The problem was so egregious and widespread it took congressional passage of the Indian Child Welfare Act (ICWA) to change these practices. The 1978 law created a common-sense framework that protects our children and protects our rights to raise our next generations. This law could be declared unconstitutional by an activist Supreme Court.

ICWA assures that a Native American child’s extended families and other qualified members of their tribe have an opportunity to care for a child whose parents are not able to raise them. If the child is placed with non-Natives, ICWA assures that their tribe can keep them connected to their community and culture, and can check in on their well-being. And this means that their rights as citizens of sovereign Indian nations are also protected.

To implement these policies, tribes have developed child welfare agencies that have been effective and compassionate at overseeing the best interest of the children, winning a “gold star” rating from 31 non-Native child welfare organizations.

All this progress could be reversed as a result of a case first brought in 2017 to the U.S. District Court for the Northern District of Texas in Brackeen v. Zinke. This case was consolidated and renamed Brackeen v. Haaland as it made its way through the courts, and is currently being heard at the U.S. Supreme Court.

Those challenging the law say it is race-based discrimination. It is not. The Indian Child Welfare Act is founded in our sovereignty as nations with spiritual and cultural connections that precede the founding of the United States by thousands of years, confirmed by treaties, legal precedents, Congressional action and federal recognition. We have the right to make laws and enforce them, to govern ourselves and to see to the welfare of our families and children.
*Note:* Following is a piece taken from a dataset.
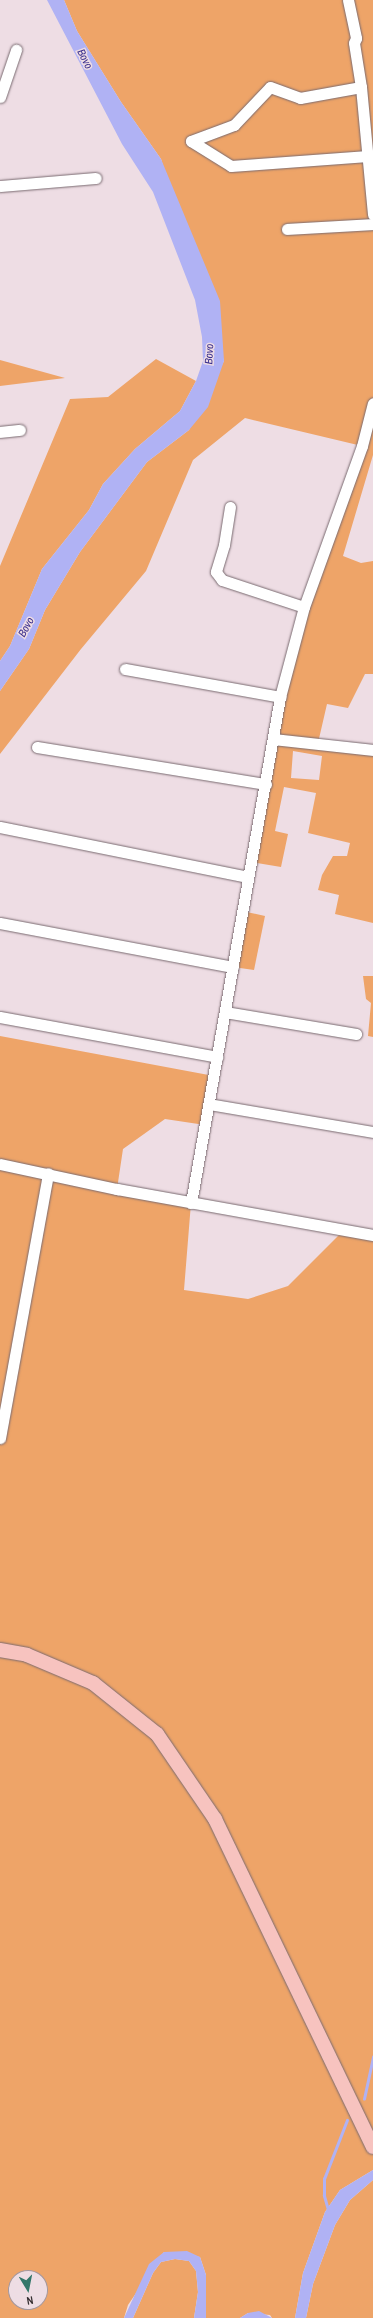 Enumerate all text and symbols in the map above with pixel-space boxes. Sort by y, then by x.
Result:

In my tribe, we know only too well what it means when we don’t have the protection of the Indian Child Welfare Act. On the wall of the Suquamish Museum is a photo of a young girl, taken from an old newspaper clipping. The caption reads, “Marilou, 6 years old, has been free for adoption since she was 2 and a half.” This is a photo of Mary Lou Salter, now a tribal elder, who was taken from her home, her extended family and her tribe when she was just 18 months old. For decades, her extended family and her tribe had no way to reach her or to see if she was all right.

Mary Lou Salter, now a Suquamish Tribal Elder, as a child in the state welfare system.

“I had no idea there were relatives who worried about me — who remembered me,” Salter said.

It turned out she wasn’t all right. Over the course of many years, she was shuffled from foster home to foster home, and many of these homes were abusive. She went deaf as a result of chronic, untreated ear infections, which eventually required surgery and caused deep pain. She was eventually adopted against her will.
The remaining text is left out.